_Record excerpts_:
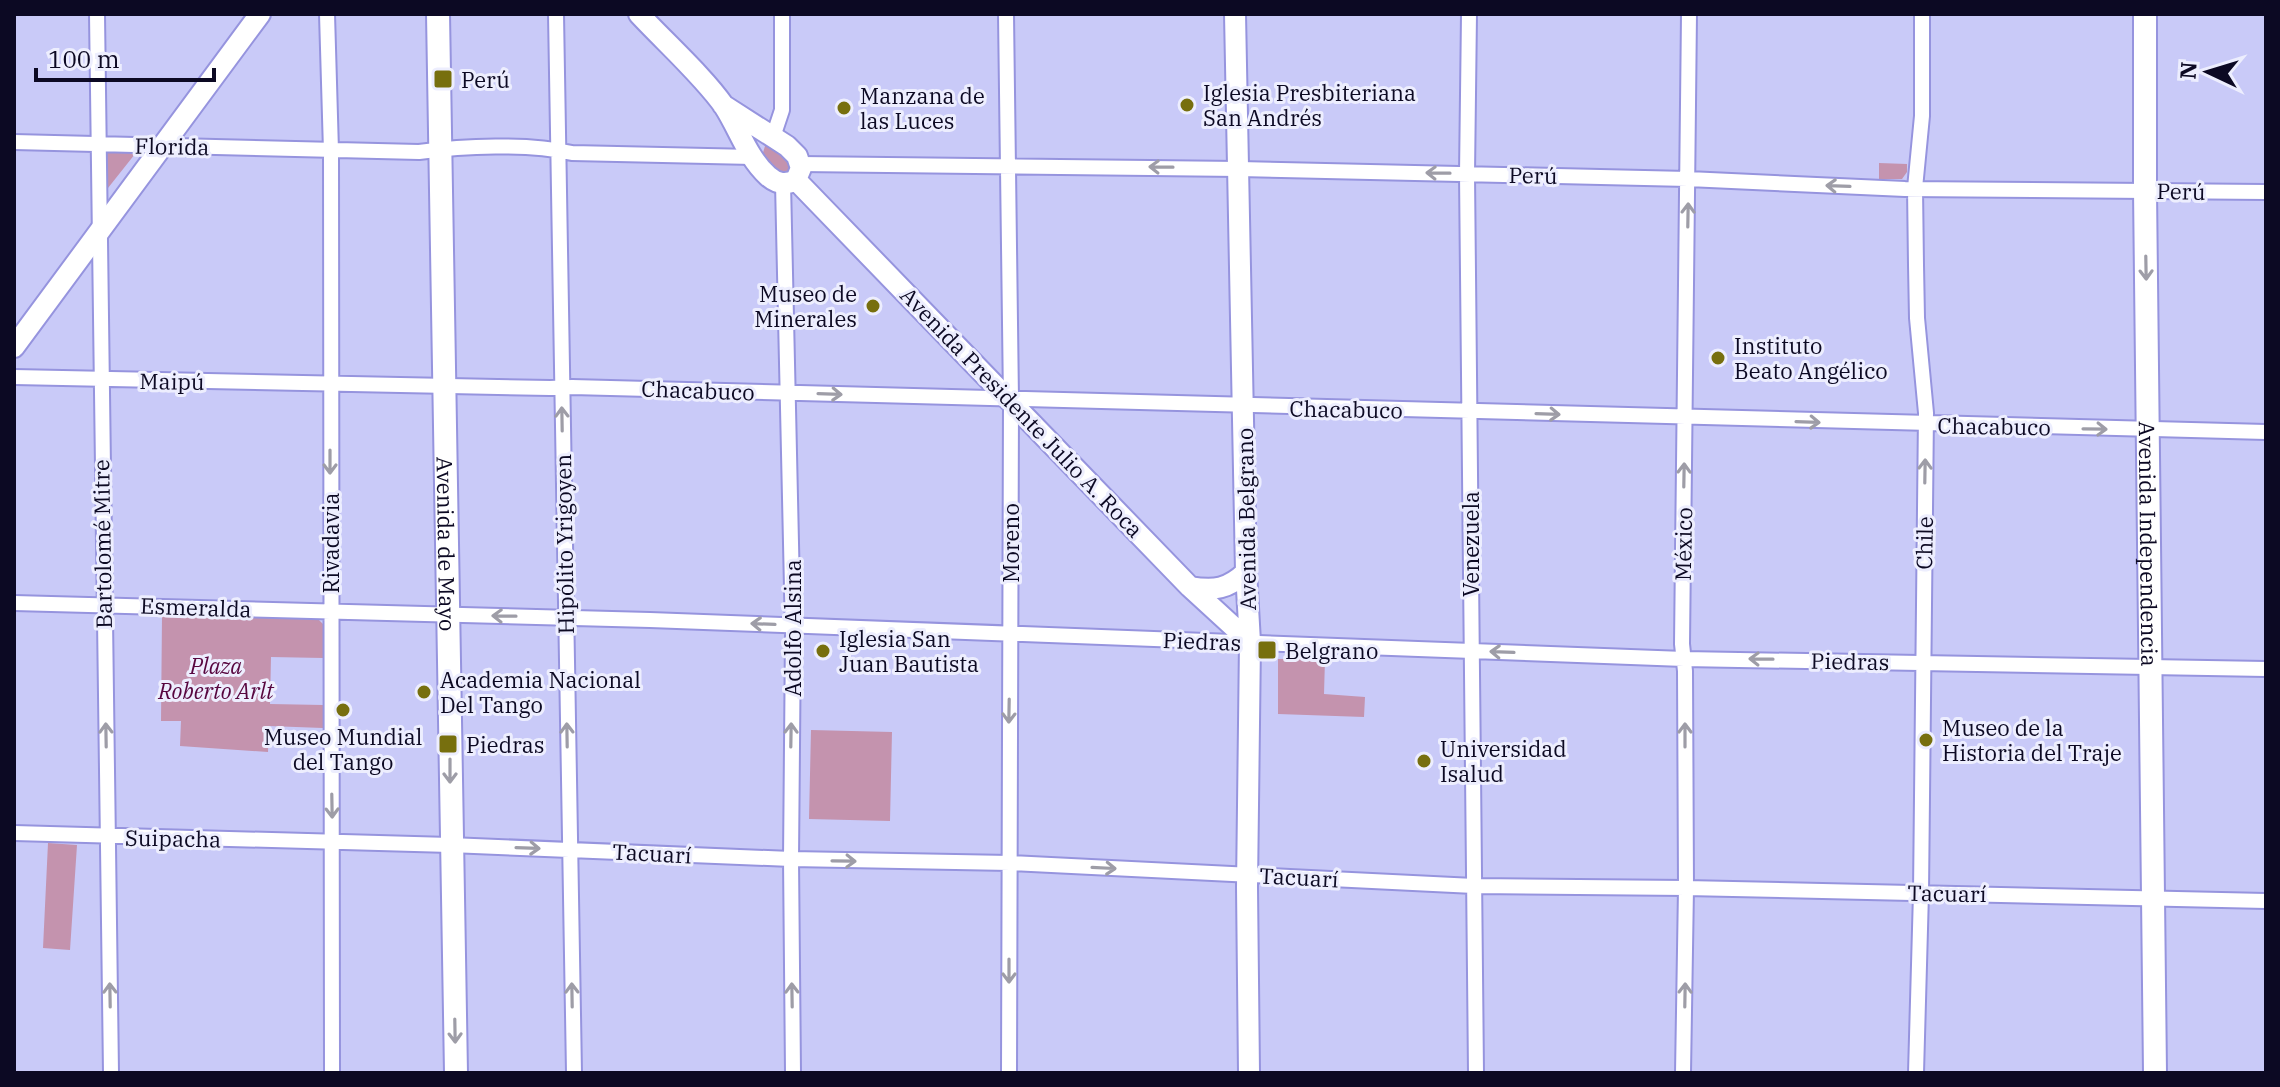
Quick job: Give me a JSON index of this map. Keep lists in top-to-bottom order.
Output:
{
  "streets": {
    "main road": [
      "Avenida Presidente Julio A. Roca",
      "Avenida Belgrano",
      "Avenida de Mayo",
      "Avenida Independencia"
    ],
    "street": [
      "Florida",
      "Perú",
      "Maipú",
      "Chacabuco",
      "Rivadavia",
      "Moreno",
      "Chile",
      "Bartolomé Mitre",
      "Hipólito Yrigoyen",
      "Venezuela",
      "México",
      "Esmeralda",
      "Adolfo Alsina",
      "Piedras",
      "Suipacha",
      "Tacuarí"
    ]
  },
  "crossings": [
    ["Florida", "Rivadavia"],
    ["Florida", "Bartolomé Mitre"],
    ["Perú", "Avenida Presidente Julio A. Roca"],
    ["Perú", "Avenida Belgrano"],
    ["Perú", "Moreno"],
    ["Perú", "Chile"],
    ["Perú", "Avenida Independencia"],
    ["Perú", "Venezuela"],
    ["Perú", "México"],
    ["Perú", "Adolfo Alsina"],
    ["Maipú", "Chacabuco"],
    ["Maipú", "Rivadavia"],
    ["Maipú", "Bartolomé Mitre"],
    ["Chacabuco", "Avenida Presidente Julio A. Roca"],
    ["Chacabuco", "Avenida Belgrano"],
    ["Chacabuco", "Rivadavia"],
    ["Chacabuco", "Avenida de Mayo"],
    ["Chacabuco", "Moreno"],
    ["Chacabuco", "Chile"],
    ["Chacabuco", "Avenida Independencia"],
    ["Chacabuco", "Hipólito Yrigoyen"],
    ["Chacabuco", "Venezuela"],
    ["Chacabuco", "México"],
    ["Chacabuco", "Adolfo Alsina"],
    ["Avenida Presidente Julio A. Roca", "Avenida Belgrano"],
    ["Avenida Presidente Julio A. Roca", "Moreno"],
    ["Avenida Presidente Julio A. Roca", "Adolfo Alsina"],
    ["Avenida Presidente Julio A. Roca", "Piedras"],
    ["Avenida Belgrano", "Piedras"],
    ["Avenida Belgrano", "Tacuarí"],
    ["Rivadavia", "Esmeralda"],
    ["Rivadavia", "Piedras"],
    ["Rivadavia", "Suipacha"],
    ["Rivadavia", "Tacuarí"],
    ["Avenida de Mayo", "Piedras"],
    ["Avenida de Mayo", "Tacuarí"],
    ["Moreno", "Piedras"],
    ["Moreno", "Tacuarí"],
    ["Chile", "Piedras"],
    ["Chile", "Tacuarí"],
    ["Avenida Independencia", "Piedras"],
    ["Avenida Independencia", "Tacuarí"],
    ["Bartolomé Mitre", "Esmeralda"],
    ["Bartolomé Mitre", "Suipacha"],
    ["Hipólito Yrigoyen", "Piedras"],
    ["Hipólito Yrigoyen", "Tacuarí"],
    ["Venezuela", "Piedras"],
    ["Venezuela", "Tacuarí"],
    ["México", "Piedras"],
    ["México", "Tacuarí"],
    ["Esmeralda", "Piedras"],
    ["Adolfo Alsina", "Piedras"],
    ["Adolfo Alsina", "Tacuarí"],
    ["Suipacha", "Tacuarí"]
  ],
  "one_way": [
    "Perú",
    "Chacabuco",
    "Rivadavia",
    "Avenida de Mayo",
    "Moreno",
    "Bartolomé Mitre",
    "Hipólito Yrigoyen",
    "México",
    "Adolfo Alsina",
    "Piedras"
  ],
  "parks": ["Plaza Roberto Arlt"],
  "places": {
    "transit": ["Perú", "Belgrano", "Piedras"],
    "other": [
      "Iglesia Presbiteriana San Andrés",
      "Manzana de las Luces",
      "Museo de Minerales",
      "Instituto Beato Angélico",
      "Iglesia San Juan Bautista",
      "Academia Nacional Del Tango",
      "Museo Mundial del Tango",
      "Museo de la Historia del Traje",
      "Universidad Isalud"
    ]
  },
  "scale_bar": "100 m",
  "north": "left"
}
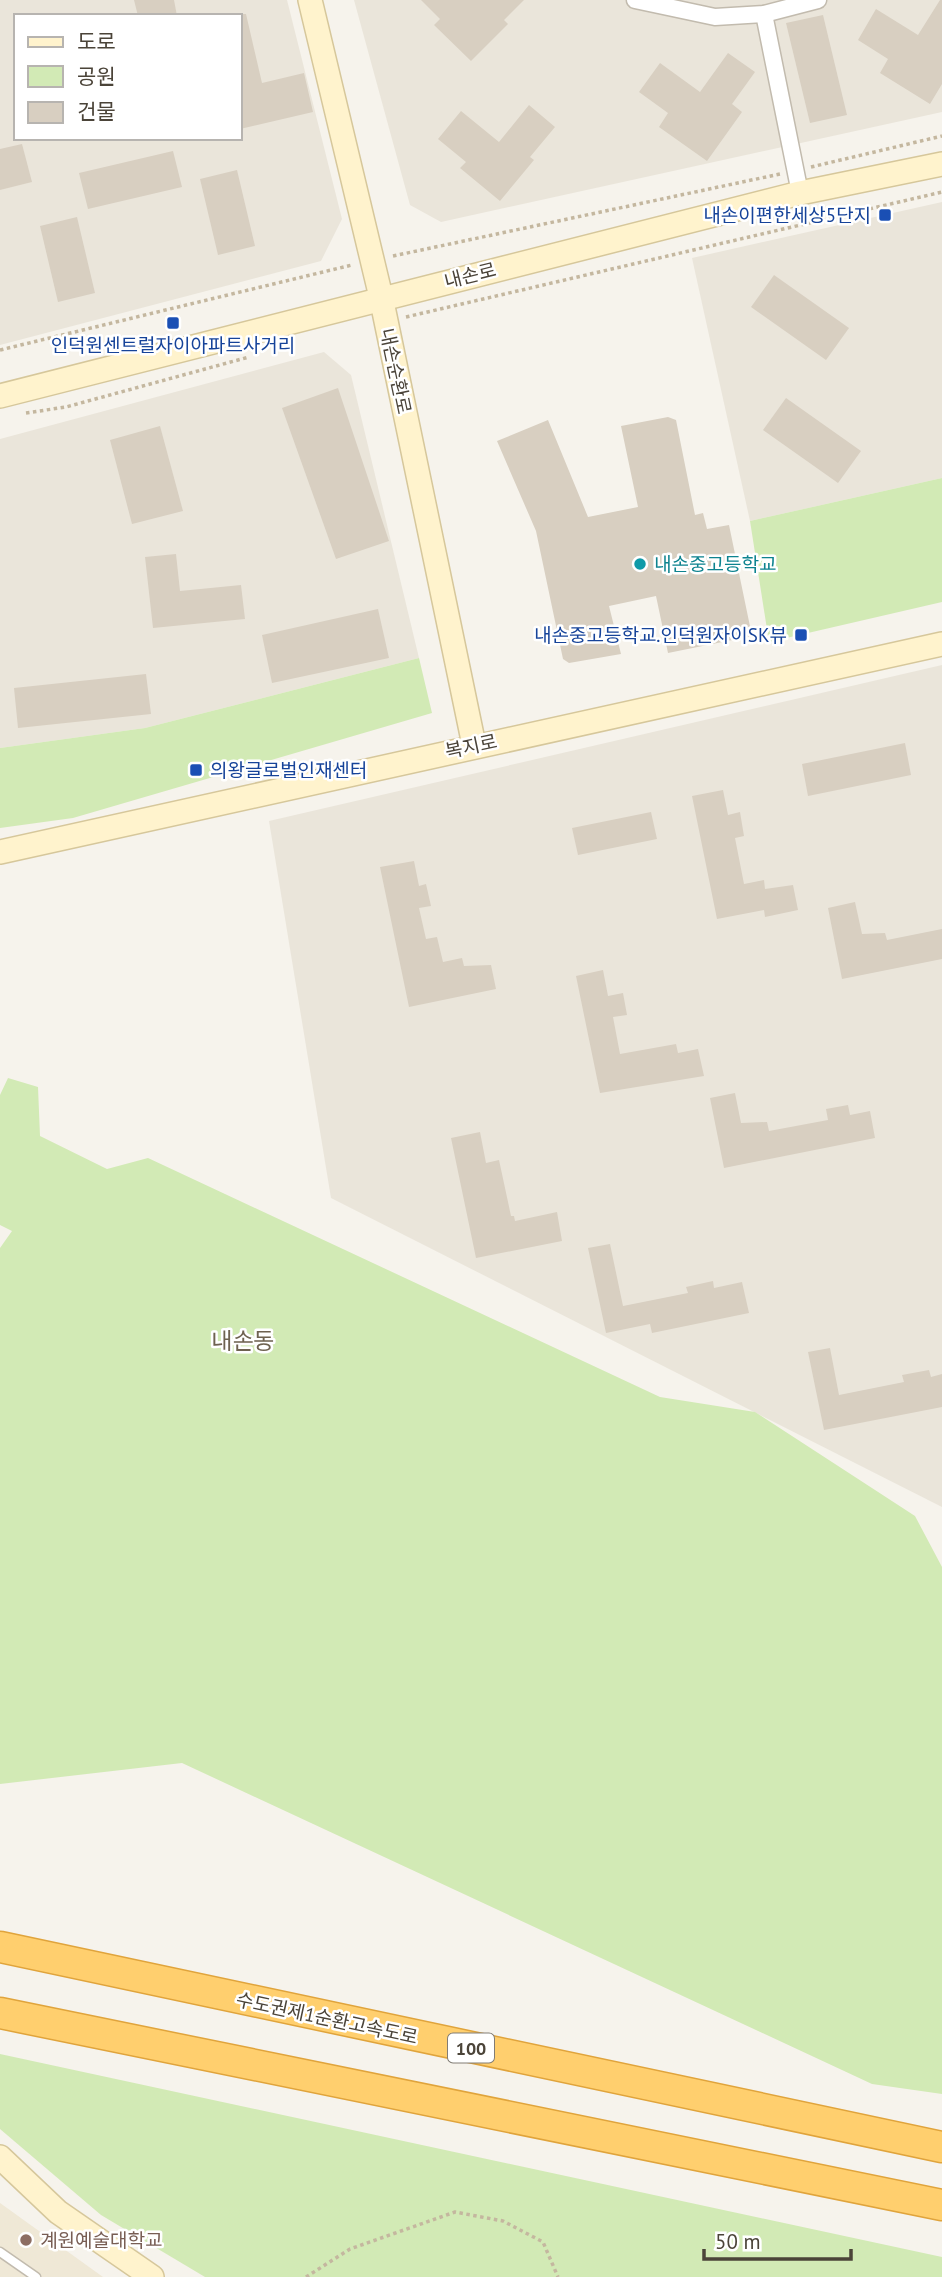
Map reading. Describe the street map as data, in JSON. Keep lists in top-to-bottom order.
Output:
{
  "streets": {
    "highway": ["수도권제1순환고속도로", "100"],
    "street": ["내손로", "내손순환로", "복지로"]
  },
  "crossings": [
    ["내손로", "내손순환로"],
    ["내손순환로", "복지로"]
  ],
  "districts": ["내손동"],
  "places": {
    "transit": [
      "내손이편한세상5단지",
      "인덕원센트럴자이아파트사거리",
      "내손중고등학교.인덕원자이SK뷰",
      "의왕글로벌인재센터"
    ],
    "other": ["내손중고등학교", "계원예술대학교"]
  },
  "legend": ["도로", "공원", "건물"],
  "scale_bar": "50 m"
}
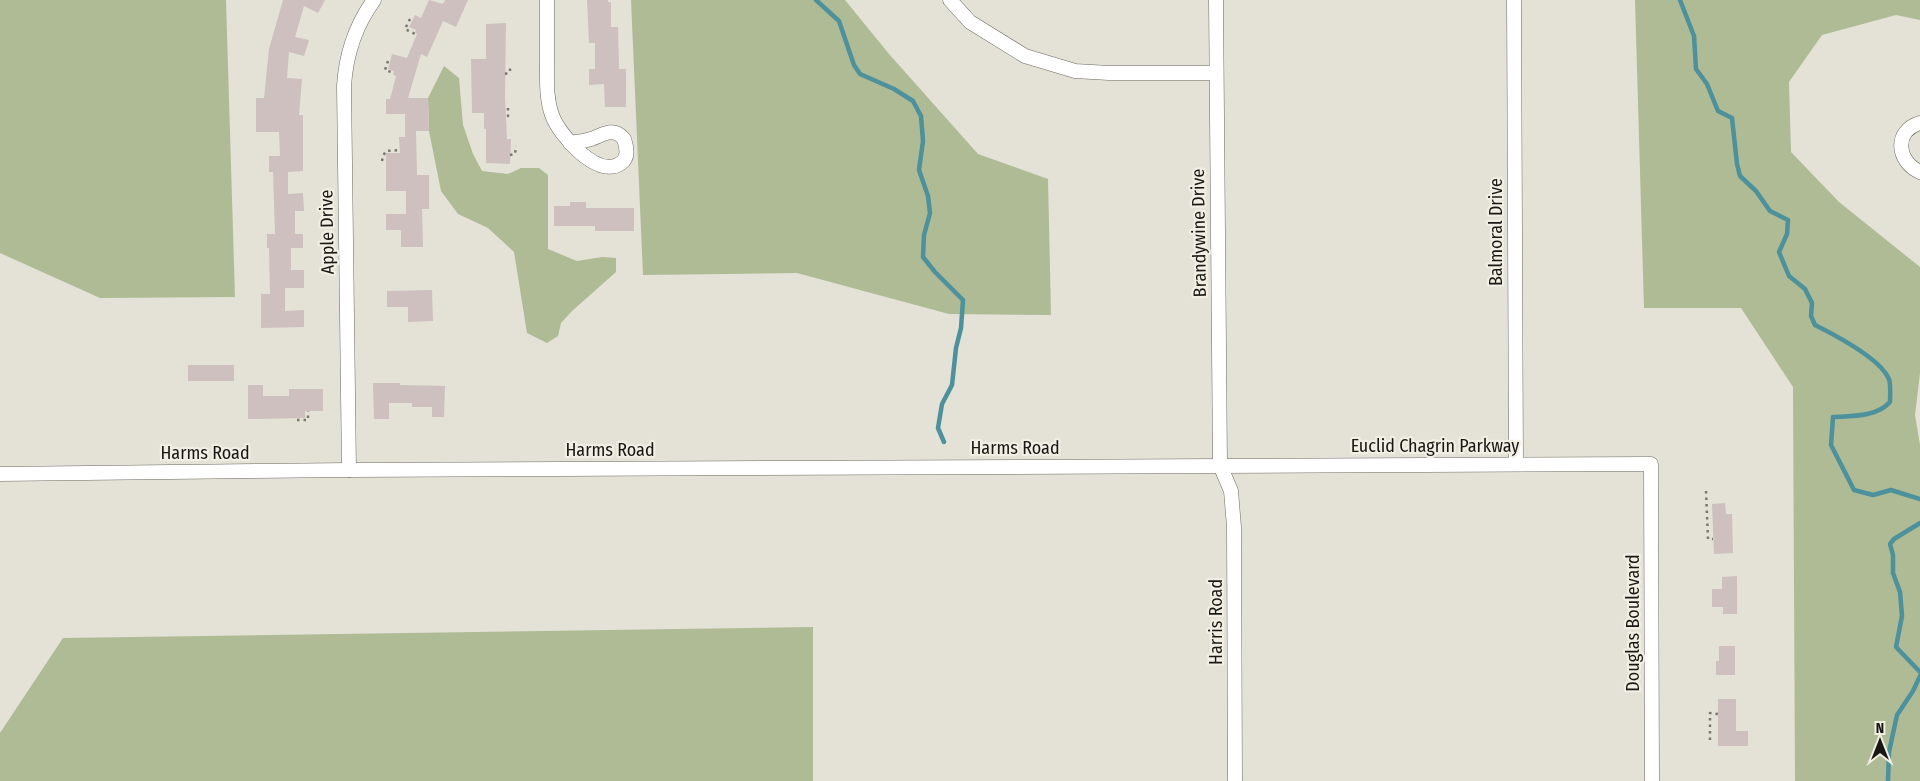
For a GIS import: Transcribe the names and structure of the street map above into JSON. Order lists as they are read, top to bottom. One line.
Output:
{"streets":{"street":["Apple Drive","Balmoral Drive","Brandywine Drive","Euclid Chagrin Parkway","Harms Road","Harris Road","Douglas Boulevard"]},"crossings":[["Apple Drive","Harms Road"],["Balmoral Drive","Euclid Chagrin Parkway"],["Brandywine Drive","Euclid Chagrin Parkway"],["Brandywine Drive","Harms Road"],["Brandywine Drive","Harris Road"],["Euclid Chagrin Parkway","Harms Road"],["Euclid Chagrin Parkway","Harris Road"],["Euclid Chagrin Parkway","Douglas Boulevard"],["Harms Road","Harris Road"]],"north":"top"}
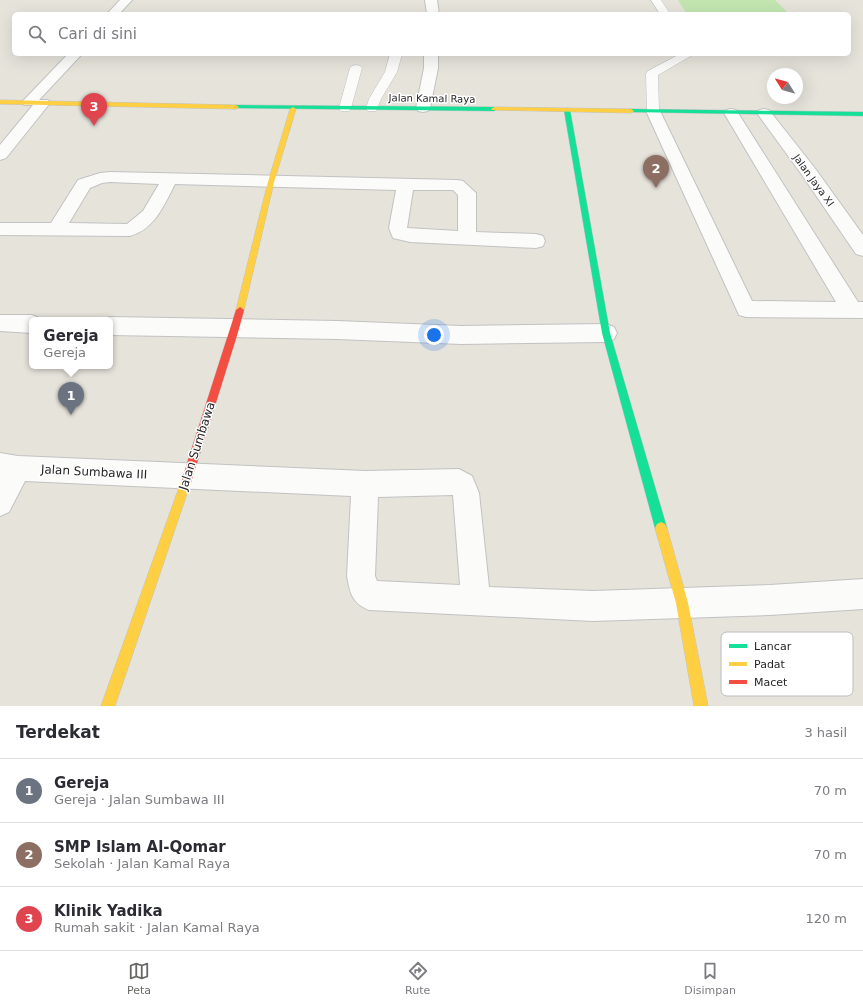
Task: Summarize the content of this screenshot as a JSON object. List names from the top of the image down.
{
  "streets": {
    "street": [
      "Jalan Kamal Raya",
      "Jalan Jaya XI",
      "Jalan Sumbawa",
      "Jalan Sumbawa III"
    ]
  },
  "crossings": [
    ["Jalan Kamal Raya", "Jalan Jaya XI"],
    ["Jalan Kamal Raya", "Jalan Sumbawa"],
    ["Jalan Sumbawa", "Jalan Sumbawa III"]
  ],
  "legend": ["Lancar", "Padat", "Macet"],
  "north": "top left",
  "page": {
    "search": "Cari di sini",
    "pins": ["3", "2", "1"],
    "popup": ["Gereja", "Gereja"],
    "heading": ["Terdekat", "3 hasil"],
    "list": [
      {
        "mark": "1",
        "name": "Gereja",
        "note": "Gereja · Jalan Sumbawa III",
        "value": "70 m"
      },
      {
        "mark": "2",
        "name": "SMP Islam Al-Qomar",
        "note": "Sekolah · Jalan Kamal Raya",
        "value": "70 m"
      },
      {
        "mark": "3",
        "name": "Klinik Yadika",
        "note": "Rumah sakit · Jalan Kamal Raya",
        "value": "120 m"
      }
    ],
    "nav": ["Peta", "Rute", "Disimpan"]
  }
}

_What this task involves_:
The lines above that hold the string "Gereja" are to be located and copied.

_The answer_:
    "popup": ["Gereja", "Gereja"],
        "name": "Gereja",
        "note": "Gereja · Jalan Sumbawa III",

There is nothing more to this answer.